Saved entries:
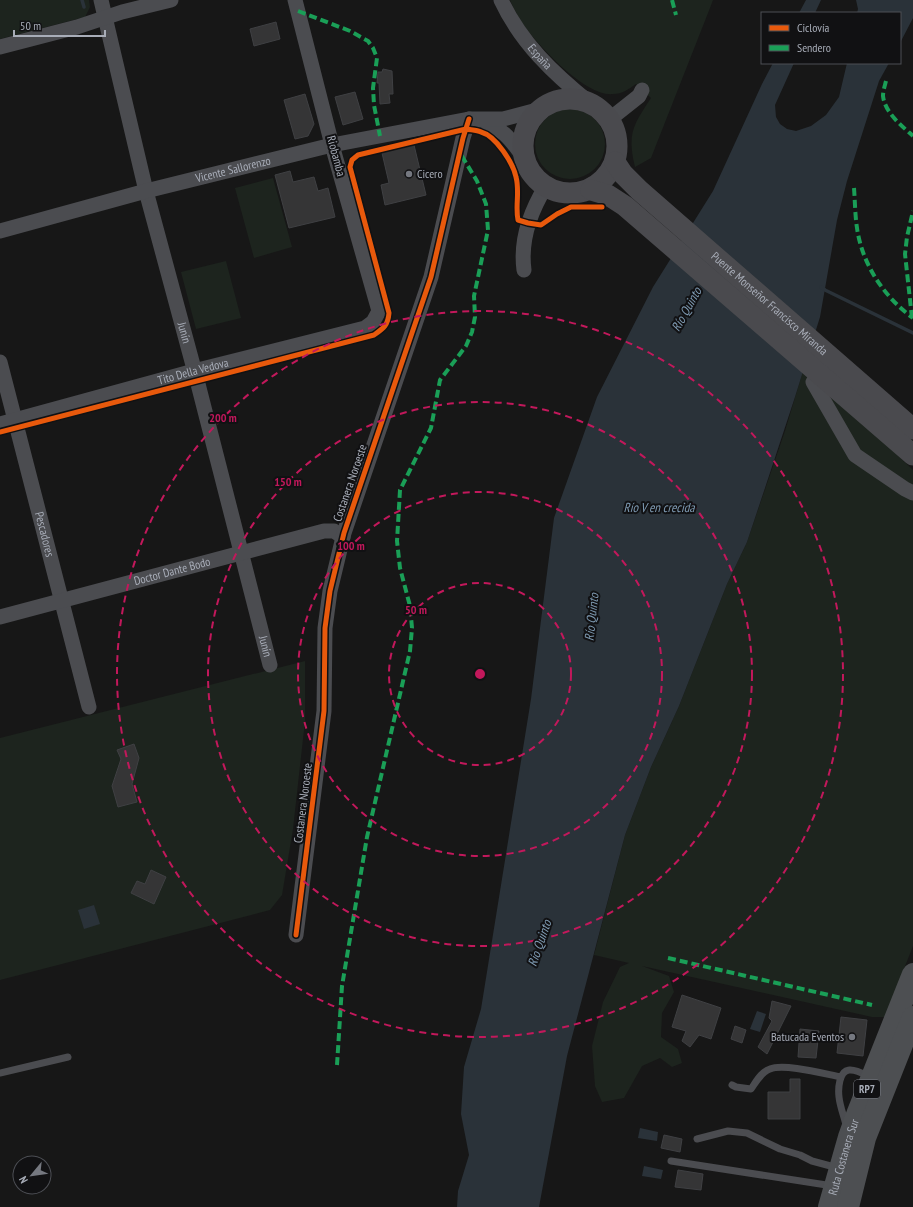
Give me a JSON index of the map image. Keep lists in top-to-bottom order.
{
  "streets": {
    "main road": ["RP7", "Ruta Costanera Sur"],
    "street": [
      "España",
      "Riobamba",
      "Vicente Sallorenzo",
      "Puente Monseñor Francisco Miranda",
      "Junín",
      "Tito Della Vedova",
      "Costanera Noroeste",
      "Pescadores",
      "Doctor Dante Bodo"
    ]
  },
  "crossings": [
    ["España", "Vicente Sallorenzo"],
    ["España", "Puente Monseñor Francisco Miranda"],
    ["Riobamba", "Vicente Sallorenzo"],
    ["Riobamba", "Tito Della Vedova"],
    ["Vicente Sallorenzo", "Puente Monseñor Francisco Miranda"],
    ["Vicente Sallorenzo", "Junín"],
    ["Vicente Sallorenzo", "Costanera Noroeste"],
    ["Junín", "Tito Della Vedova"],
    ["Junín", "Doctor Dante Bodo"],
    ["Tito Della Vedova", "Pescadores"],
    ["Costanera Noroeste", "Doctor Dante Bodo"],
    ["Pescadores", "Doctor Dante Bodo"]
  ],
  "water": ["Río Quinto", "Río V en crecida"],
  "places": ["Cicero", "Batucada Eventos"],
  "legend": ["Ciclovía", "Sendero"],
  "scale_bar": "50 m",
  "north": "bottom left",
  "rings": [
    "200 m",
    "150 m",
    "100 m",
    "50 m"
  ]
}
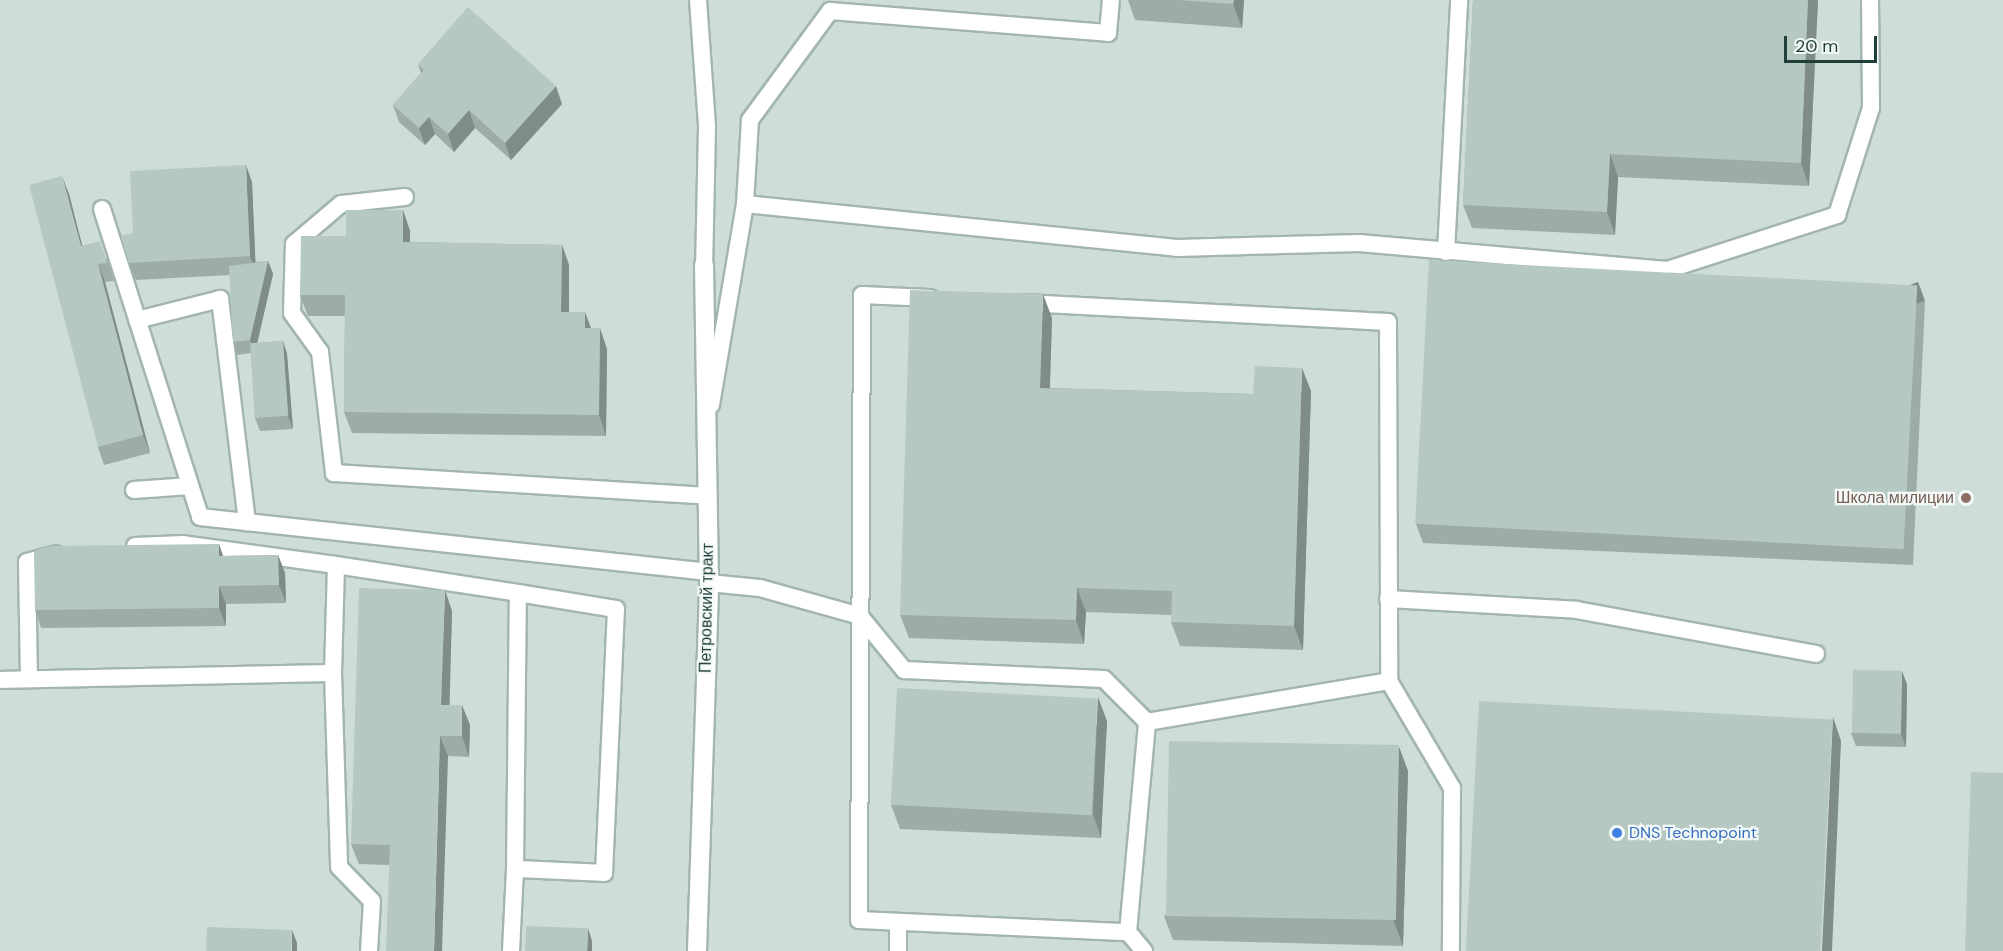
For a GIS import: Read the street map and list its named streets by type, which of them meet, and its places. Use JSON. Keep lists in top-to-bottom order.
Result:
{
  "streets": {
    "street": ["Петровский тракт"]
  },
  "places": ["Школа милиции", "DNS Technopoint"],
  "scale_bar": "20 m"
}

• WHAT IS NEEDED: Retype the data above verbatim, minus images.

• SOLUTION TO THIS PROBLEM:
Give me a JSON index of the map image. Keep lists in top-to-bottom order.
{
  "streets": {
    "main road": ["RP7", "Ruta Costanera Sur"],
    "street": [
      "España",
      "Riobamba",
      "Vicente Sallorenzo",
      "Puente Monseñor Francisco Miranda",
      "Junín",
      "Tito Della Vedova",
      "Costanera Noroeste",
      "Pescadores",
      "Doctor Dante Bodo"
    ]
  },
  "crossings": [
    ["España", "Vicente Sallorenzo"],
    ["España", "Puente Monseñor Francisco Miranda"],
    ["Riobamba", "Vicente Sallorenzo"],
    ["Riobamba", "Tito Della Vedova"],
    ["Vicente Sallorenzo", "Puente Monseñor Francisco Miranda"],
    ["Vicente Sallorenzo", "Junín"],
    ["Vicente Sallorenzo", "Costanera Noroeste"],
    ["Junín", "Tito Della Vedova"],
    ["Junín", "Doctor Dante Bodo"],
    ["Tito Della Vedova", "Pescadores"],
    ["Costanera Noroeste", "Doctor Dante Bodo"],
    ["Pescadores", "Doctor Dante Bodo"]
  ],
  "water": ["Río Quinto", "Río V en crecida"],
  "places": ["Cicero", "Batucada Eventos"],
  "legend": ["Ciclovía", "Sendero"],
  "scale_bar": "50 m",
  "north": "bottom left",
  "rings": [
    "200 m",
    "150 m",
    "100 m",
    "50 m"
  ]
}
For a GIS import: Read the street map and list its named streets by type, which of them meet, and its places. Use JSON. Keep lists in top-to-bottom order.
Result:
{
  "streets": {
    "street": ["Петровский тракт"]
  },
  "places": ["Школа милиции", "DNS Technopoint"],
  "scale_bar": "20 m"
}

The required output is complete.